Polen suchen nach Angriff richtigen Umgang mit „Problembären“


Ein Braunbär auf einer Wiese in Bieszczady, Polen.

Stand: 19.05.2026 • 17:01 Uhr

In Polen kommt es immer wieder zu Vorfällen mit Bären, die Menschen gefährlich nahe kommen. Doch nachdem nun eine Frau getötet wurde, ist die Debatte über den Umgang mit den Raubtieren voll entbrannt.

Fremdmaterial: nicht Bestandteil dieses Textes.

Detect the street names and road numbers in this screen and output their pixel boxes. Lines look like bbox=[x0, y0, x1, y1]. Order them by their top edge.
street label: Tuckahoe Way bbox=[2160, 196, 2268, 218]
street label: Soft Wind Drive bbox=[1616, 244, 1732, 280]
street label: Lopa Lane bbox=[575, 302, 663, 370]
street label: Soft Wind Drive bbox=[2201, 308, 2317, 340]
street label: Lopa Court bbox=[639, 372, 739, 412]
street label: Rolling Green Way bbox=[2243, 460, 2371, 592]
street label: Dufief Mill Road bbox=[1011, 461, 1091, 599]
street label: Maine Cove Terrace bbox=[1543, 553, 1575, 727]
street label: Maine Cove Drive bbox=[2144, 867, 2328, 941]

Der Ort der Tragödie: Ein verlassenes Dorf in den Bieszczady, wie die Karpaten im südostlichen Polen heißen. Jan Marzec von der zuständigen Forstamt sagt im polnischen Fernsehen: „Hier in der Gegend leben drei Bärinnen mit ihren Jungen. Vielleicht sind diese Menschen zwischen die Jungen und die erwachsene Bärin geraten, und in solchen Fällen kommt es am häufigsten zu Angriffen.“ Einigen Schätzungen zufolge leben in Polen etwa 120 Bären, anderen zufolge sogar 350.

Ein Bär störte eine Kommunionfeier

Der Tod der Frau hat eine neue Diskussion ausgelöst: Wie sollen Staat und Gesellschaft mit ihnen umgehen? Bürger und Lokalpolitiker aus dem Südosten des Landes berichten, dass sie den Tieren immer häufiger begegnen. Sie tauchten in der Nähe von Wohnhäusern auf, zuletzt während einer Kommunionfeier in der Nähe einer Kirche.

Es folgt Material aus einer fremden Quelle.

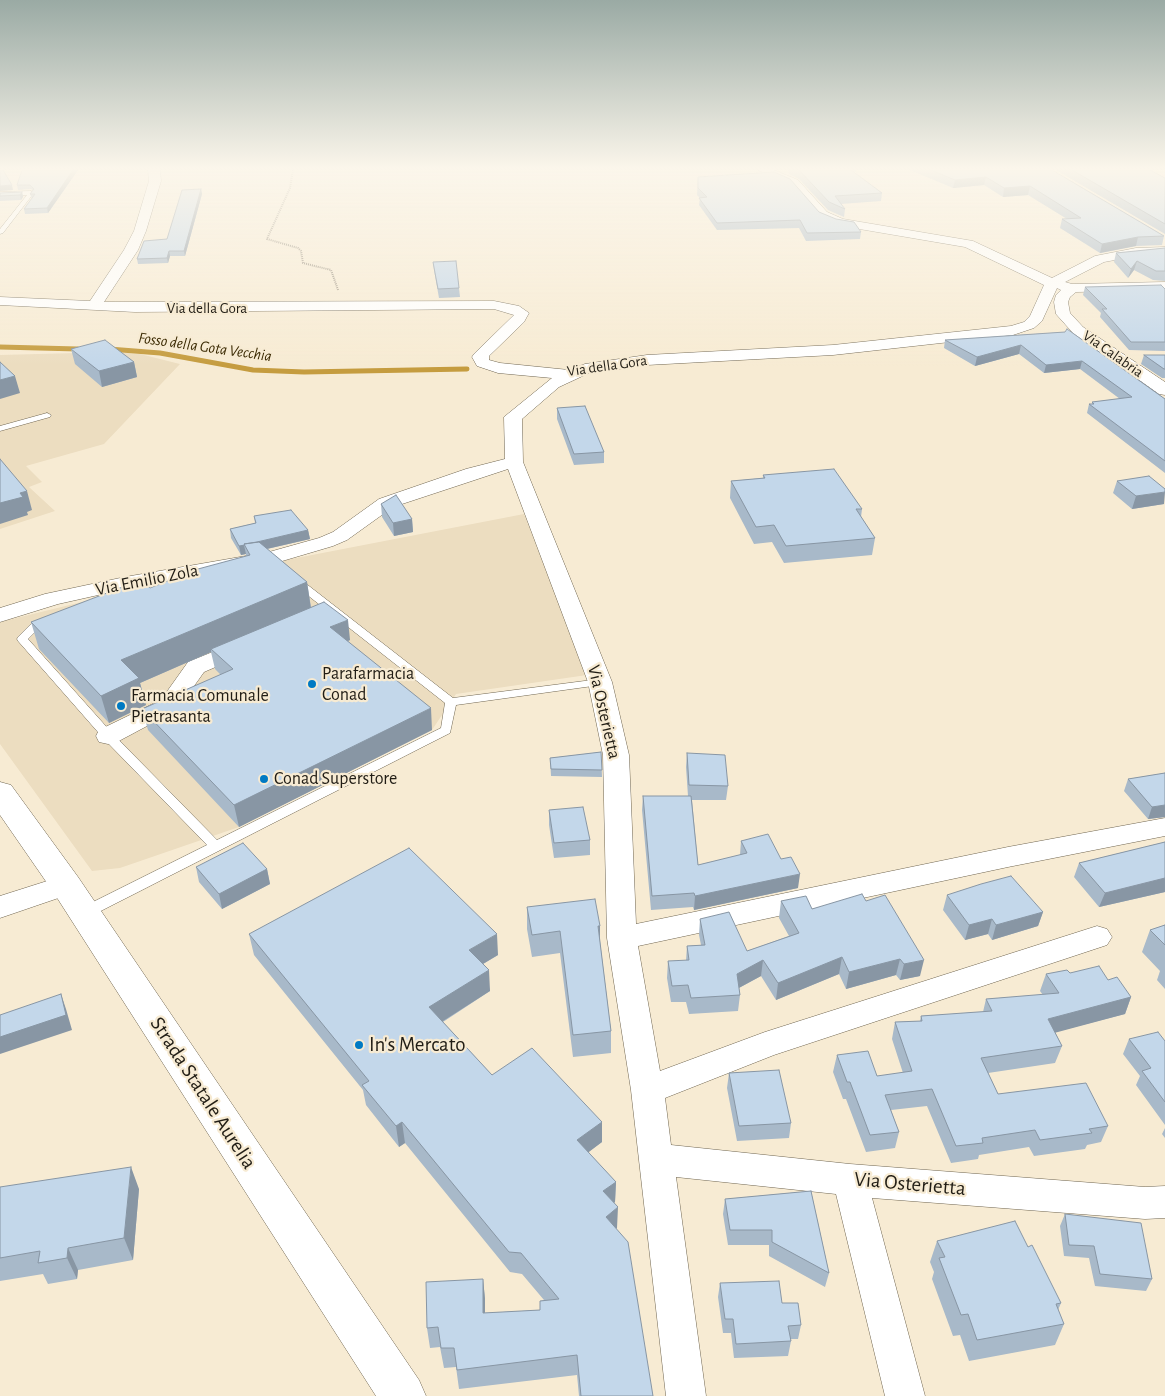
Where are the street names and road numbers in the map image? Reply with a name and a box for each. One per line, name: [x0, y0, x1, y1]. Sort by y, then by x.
street label: Via della Gora: [167, 299, 247, 317]
street label: Via Calabria: [1079, 327, 1147, 381]
street label: Via della Gora: [566, 351, 648, 381]
street label: Via Emilio Zola: [94, 559, 200, 601]
street label: Via Osterietta: [583, 663, 625, 761]
street label: Strada Statale Aurelia: [144, 1012, 262, 1174]
street label: Via Osterietta: [853, 1167, 967, 1201]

Als eine erste Reaktion auf den tödlichen Angriff ordnete die regionale Umweltbehörde an, dass 18 Bären gefangen, mit GPS-Sendern ausgestattet und überwacht werden. Es handele sich um „problematische“ Individuen, so der Sprecher der Behörde, die ihre natürliche Distanz zum Menschen verloren hätten.

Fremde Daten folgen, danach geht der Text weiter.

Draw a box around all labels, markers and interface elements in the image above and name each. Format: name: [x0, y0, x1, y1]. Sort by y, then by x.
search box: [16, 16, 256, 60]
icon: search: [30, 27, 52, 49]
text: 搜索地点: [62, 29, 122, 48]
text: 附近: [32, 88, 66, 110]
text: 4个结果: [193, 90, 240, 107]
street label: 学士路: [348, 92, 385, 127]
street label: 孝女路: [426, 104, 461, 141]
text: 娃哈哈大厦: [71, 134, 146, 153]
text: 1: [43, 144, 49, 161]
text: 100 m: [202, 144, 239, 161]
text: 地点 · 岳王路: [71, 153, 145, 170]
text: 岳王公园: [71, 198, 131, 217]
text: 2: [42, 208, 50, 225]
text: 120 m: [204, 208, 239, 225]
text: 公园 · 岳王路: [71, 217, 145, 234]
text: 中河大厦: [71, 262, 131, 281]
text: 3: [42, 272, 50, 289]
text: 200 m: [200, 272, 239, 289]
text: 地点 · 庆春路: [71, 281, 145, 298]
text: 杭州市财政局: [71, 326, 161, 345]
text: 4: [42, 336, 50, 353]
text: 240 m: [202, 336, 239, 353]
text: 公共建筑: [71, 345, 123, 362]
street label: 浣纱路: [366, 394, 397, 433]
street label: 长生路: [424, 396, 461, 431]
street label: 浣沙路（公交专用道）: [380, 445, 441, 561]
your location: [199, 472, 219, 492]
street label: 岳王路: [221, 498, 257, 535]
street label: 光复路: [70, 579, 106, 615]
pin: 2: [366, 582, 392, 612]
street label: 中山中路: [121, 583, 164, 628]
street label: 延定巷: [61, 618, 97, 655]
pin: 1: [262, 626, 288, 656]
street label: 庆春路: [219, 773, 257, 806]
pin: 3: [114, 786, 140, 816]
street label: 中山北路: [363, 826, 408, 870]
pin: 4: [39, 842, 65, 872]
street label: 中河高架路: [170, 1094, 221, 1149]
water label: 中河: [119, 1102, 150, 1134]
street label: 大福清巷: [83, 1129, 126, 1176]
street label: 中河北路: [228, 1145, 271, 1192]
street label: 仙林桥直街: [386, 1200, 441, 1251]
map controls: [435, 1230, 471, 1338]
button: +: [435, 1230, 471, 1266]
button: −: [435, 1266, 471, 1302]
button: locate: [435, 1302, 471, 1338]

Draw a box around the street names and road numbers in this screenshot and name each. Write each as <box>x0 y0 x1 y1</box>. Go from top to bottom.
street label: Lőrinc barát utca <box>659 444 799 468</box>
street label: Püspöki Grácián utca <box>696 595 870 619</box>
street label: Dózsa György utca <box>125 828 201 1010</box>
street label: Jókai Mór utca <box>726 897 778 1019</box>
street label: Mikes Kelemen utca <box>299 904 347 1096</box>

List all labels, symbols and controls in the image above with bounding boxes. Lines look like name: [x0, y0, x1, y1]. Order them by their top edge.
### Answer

Bürgermeister verbietet Schulen Ausflüge

Für manche geht das nicht weit genug. Marek Bankowski, der Bürgermeister der Gemeinde, in der die Frau zu Tode kam, fordert den Abschuss des gefährlichen Bären. Im Parlament sagte er: „Ich habe den Schulen untersagt, Rad- und Wanderausflüge zu organisieren. Wir haben eine professionelle Warnkampagne für unsere Einwohner gestartet und eine Informationskampagne darüber, wie man sich im Wald verhalten soll, damit es nicht zu einem weiteren Angriff, einem tödlichen Angriff, kommt.“

Diese Rhetorik stößt aber auch auf Kritik. Nicht nur Tierschützer werfen Bankowski und anderen Lokalpolitikern vor, Panik zu verbreiten. Ein Vorwurf lautet auch, dass es ihnen darum gehe, ihre Popularität zu steigern. Das schade aber dem Tourismus in der Region.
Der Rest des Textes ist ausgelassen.